Dear church,

At the end of youth formation on Sunday mornings, we invite our participants to offer a prayer to close our time together. It’s voluntary – Allison (who co-facilitates the meetings) or I step in if no one else feels moved. Sometimes the volunteer is ready to go, but other times we get a question: How? What am I supposed to say?

It’s a good question: How do I pray? For many Episcopalians, we find our answer in the Prayer Book (or, as it’s also abbreviated, the BCP). It contains parts of our tradition, theology, history, and quite a bit of Scripture. I heard a joke once that if you wanted to know what an Episcopalian believed you should look in the Prayer Book. Full disclosure: I love the Prayer Book. I was raised on it. It has helped me feel comfortable far from home, in a church or community I didn’t know but wrapped in a tradition I did. There are so many wonderful prayers in the BCP, and more have been added as new needs have been felt in the Church. But it’s not the only way to pray.

Perhaps because of my attachment to the Prayer Book, I sometimes struggle when praying away from the familiar words printed on a page. I want to, but…what am I supposed to say? How am I supposed to say it? Are you there, God? It’s me, Rebecca…

I ask the question all the time: How do I pray?

If you have ever encountered this question yourself, here are two thoughts. Well, one formula and one invitation. I’ll start with the formula.

An easy way to construct a prayer is in the form of a collect. Each Sunday we read the Collect of the Week; during Holy Eucharist it comes shortly after the Collect for Purity (which at Redeemer we say all together). There are many collects in the Prayer Book – but you can come up with your own, too (could be a creative way to pray as a family, writing prayers together)!

The formula goes something like this:

Name God; in your naming, perhaps tell part of God’s story. Offer your petition, or desire, to God. Tell God why you are asking.

Here are two examples that are a little different than what you might find in the BCP – offerings for inspiration. Terry Stokes, Earth & Altar’s co-editor for arts & culture and a youth minister in NJ, has a whole series of collects addressing a range of day to day realities, both serious and silly (you can find many of them on his Instagram page, @prayersfromterry, plus an article on collect writing here). One of my favorites is his collect “For when one’s jam comes on:”

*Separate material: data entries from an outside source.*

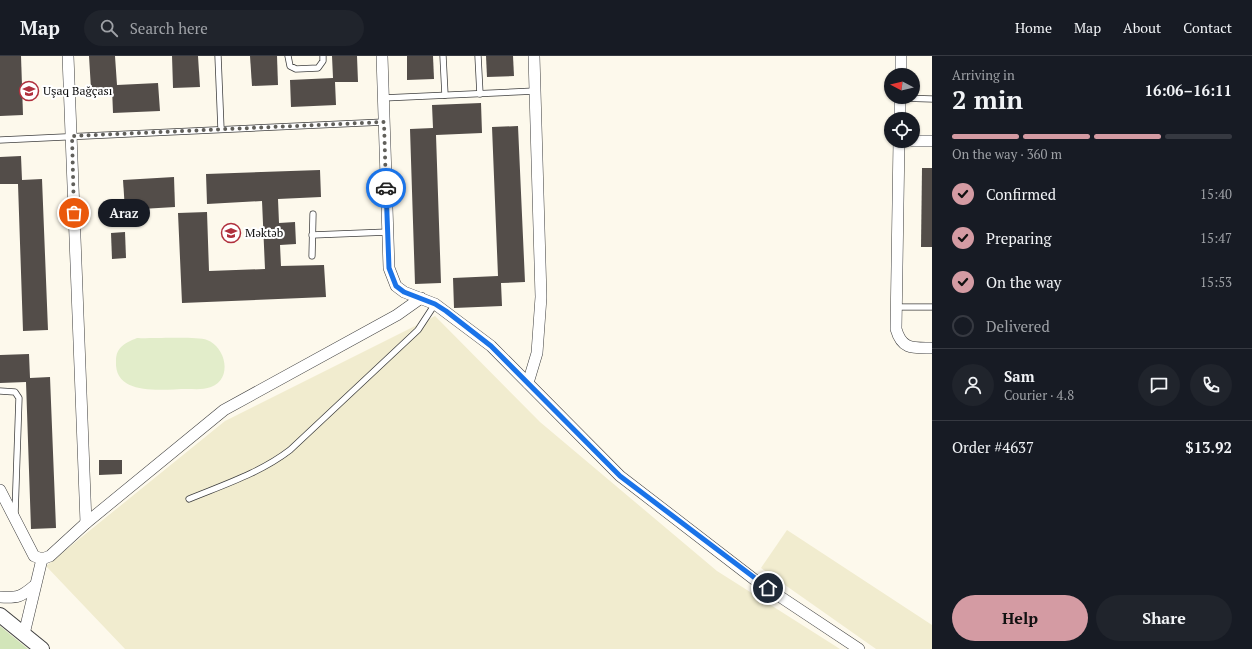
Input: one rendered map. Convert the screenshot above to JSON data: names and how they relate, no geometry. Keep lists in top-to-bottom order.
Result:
{
  "places": {
    "school or university": ["Uşaq Bağçası", "Məktəb"],
    "other": ["Araz"]
  },
  "north": "left",
  "page": {
    "header": "Map",
    "search": "Search here",
    "nav": [
      "Home",
      "Map",
      "About",
      "Contact"
    ],
    "heading": ["2 min", "Arriving in", "16:06–16:11"],
    "panel": [
      "Sam",
      "Courier · 4.8",
      "Order #4637",
      "$13.92"
    ],
    "bar": "On the way · 360 m",
    "list": [
      ["Confirmed", "15:40"],
      ["Preparing", "15:47"],
      ["On the way", "15:53"],
      "Delivered"
    ],
    "bubble": "Araz",
    "buttons": ["Help", "Share"]
  }
}
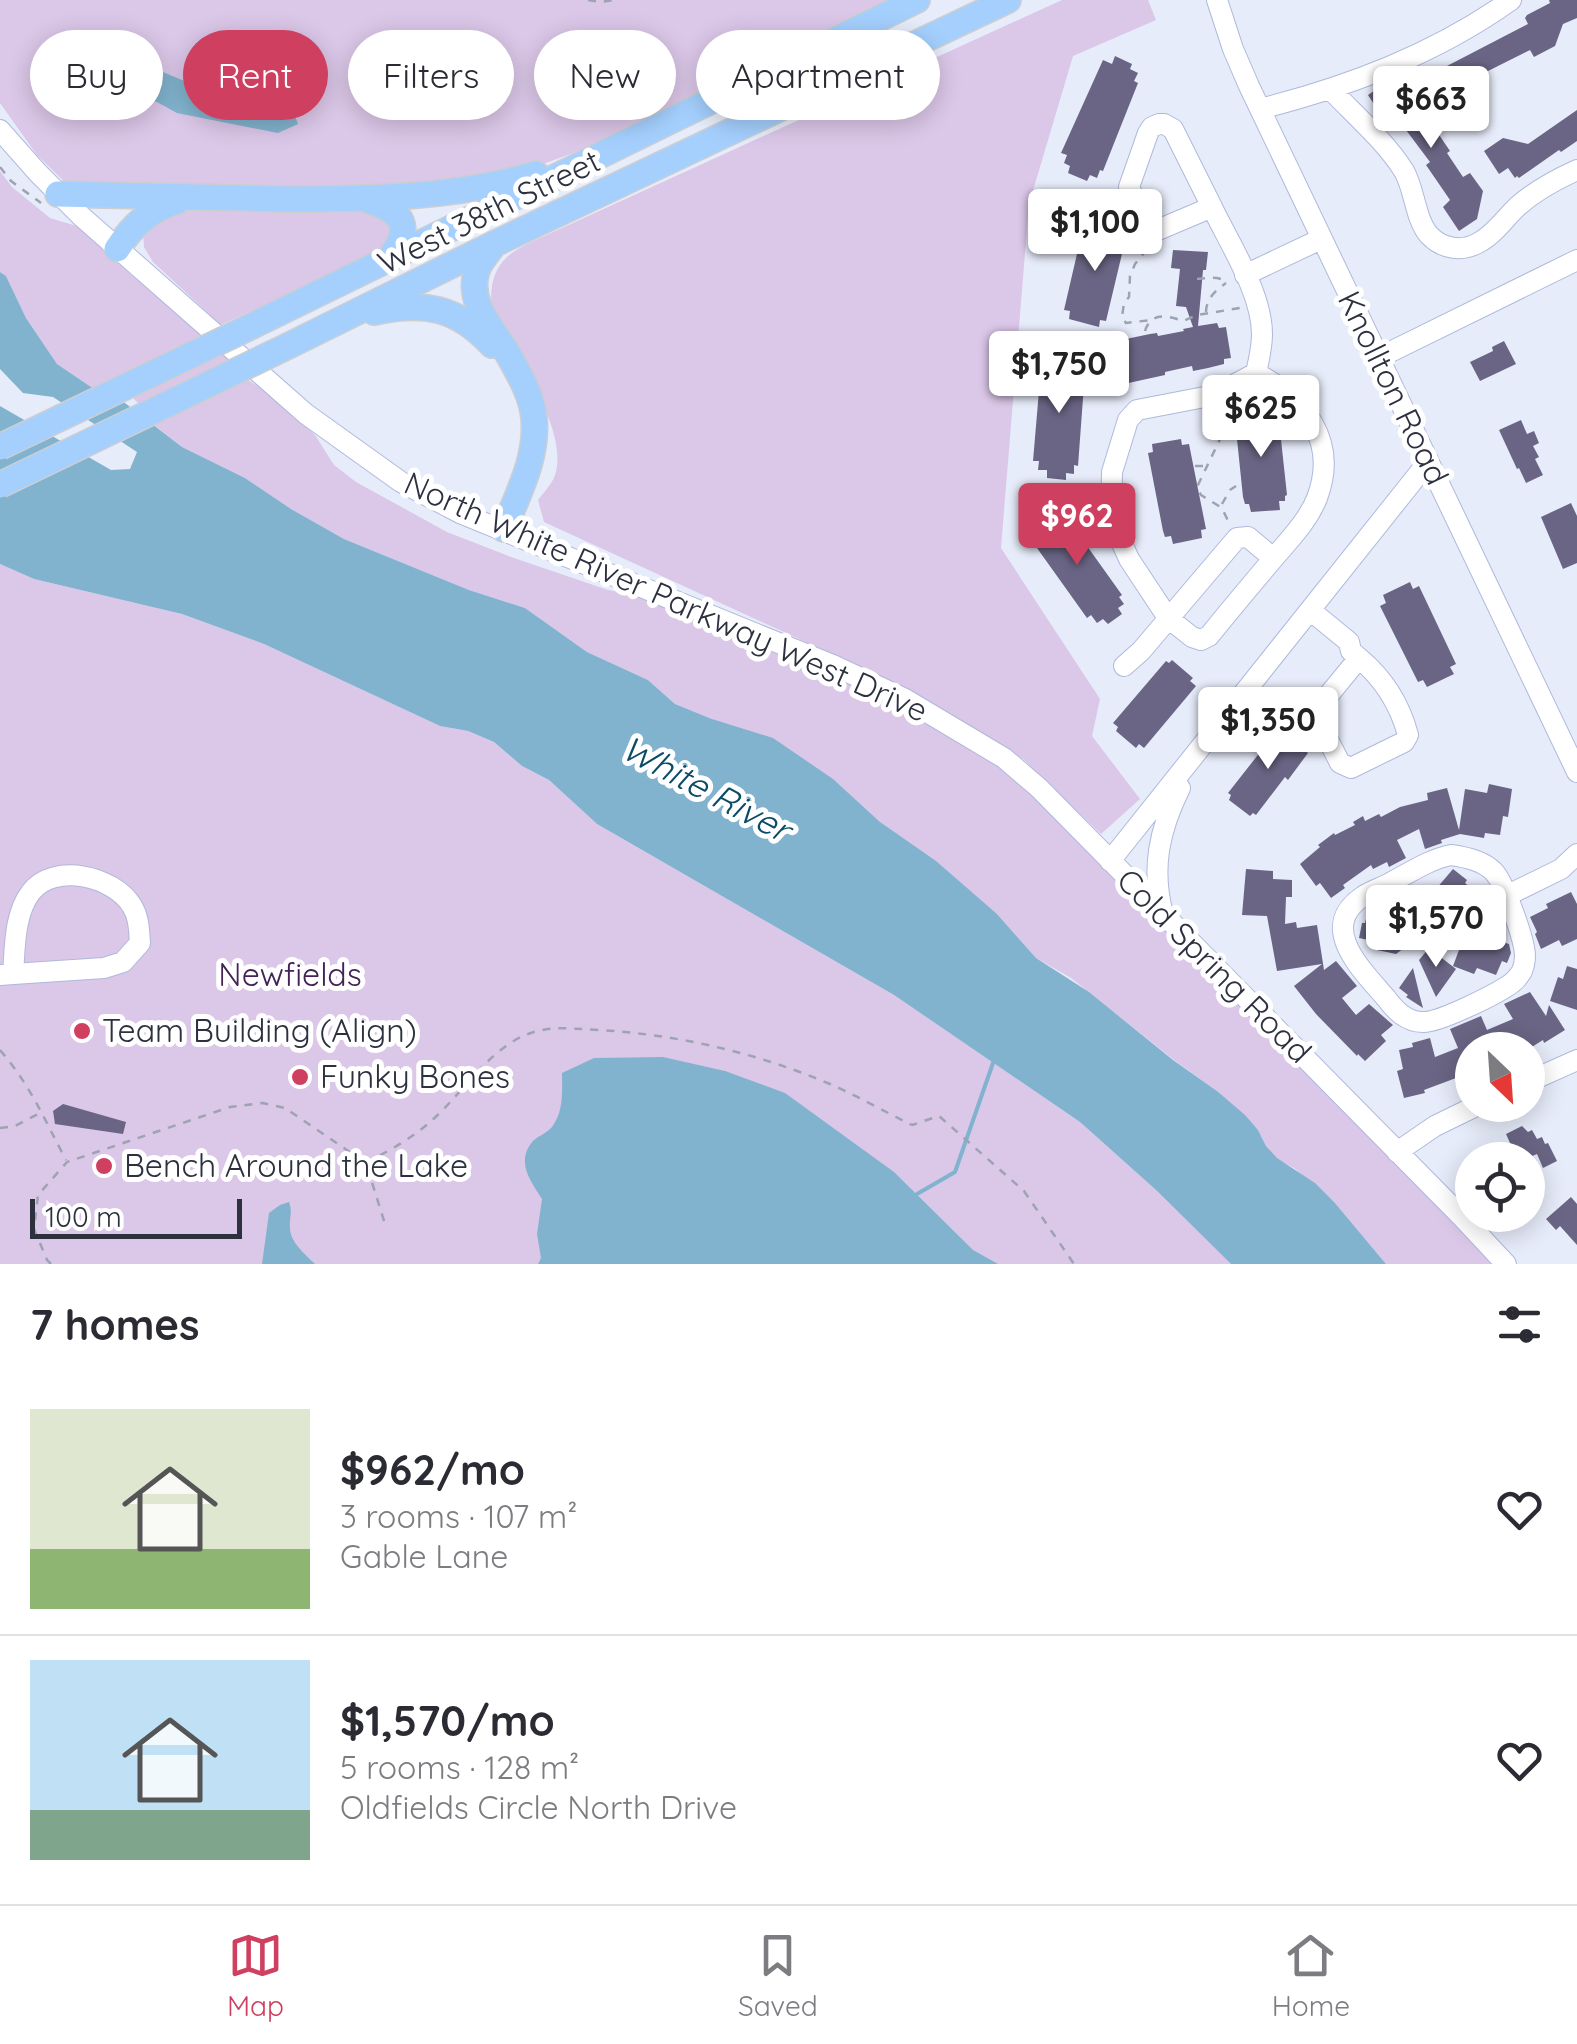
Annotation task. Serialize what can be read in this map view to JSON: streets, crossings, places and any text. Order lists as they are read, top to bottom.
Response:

“O Christ the Lamb, this is our jam. Thy governance over all random shuffles, streaming algorithms, and disc jockeys has lovingly delivered unto us this gift. So lift us now into a moment of rapturous ecstasy, as we shred air guitars as thou didst our sins, scream lyrics with the voice of the heavenly throng, and dance like Miriam when she dropped the hottest track of the 13th century BC. And as we lose it, wouldst thou use it for our blessing and that of those around us, and let us bring a smile or stank face to thee our Lord Jesus Christ, who reigns with our Father and the Holy Spirit, one God, in everlasting jubilation. Amen.”

Prayer doesn’t have to be serious – our joy and playfulness are part of our God ordained and created existence! We can pray that, too!

Another collect example is from the poet Pádraig Ó Tuama and the Corrymeela Community in Northern Ireland. It’s a community focused on peace and reconciliation work, based in Christian practice. This is from Ó Tuama’s book, Daily Prayer (2017, Canterbury Press):

Day 26

Jesus, you shared peace
around a table of anxiety,
peace with the bread, peace with the wine,
peace in the face of the uncertain,
peace in the place of pain.
May we share tables of peace
in places of pain,
sharing food and friendship
and words and life.
Because you came to a fearful world
and found your place
around those tables.
Amen.

These collects are different one another, but both are expressions of our need for God, our relationship with God, our life with God.

Ó Tuama writes of prayer, “Prayer can be a rhythm that helps us make sense in times of senselessness, not offering solutions but speaking to and from the mystery of humanity.” (xi) Prayer is God’s way of connecting with us, just as much as it is our way of connecting with God. Which brings me to my invitation….

Think about how you live your prayers.

Prayer isn’t only thinking or saying words. While Allison and I invite the participants to pray at the end of youth formation with words, that’s only one way of engaging in that connection and conversation with God. A spiritual director once said she belonged to the Church of the Long Run, because she was closest to God out running. Some of my deepest prayer is when I move from thinking to experiencing – when I stop defining things and begin living them. I live out my prayers over shared meals, on the phone with friends, dancing, singing, being still and breathing deeply. As a mentor once reminded me as I angsted over how best to pray, “You are already praying.”

Praying doesn’t just occur in a church service, or when we sit down to make time for it, though such moments are important. It is good to carve out time to be intentionally present with God!  This invitation is simply to notice the ways you are already doing so, to notice some of those rhythms that already exist.

Just as the Holy Spirit is always moving in and around us, so are our prayers. So as you pray the prayers our tradition offers us, or perhaps come up with some of your own, notice the ways you are living your prayers, too.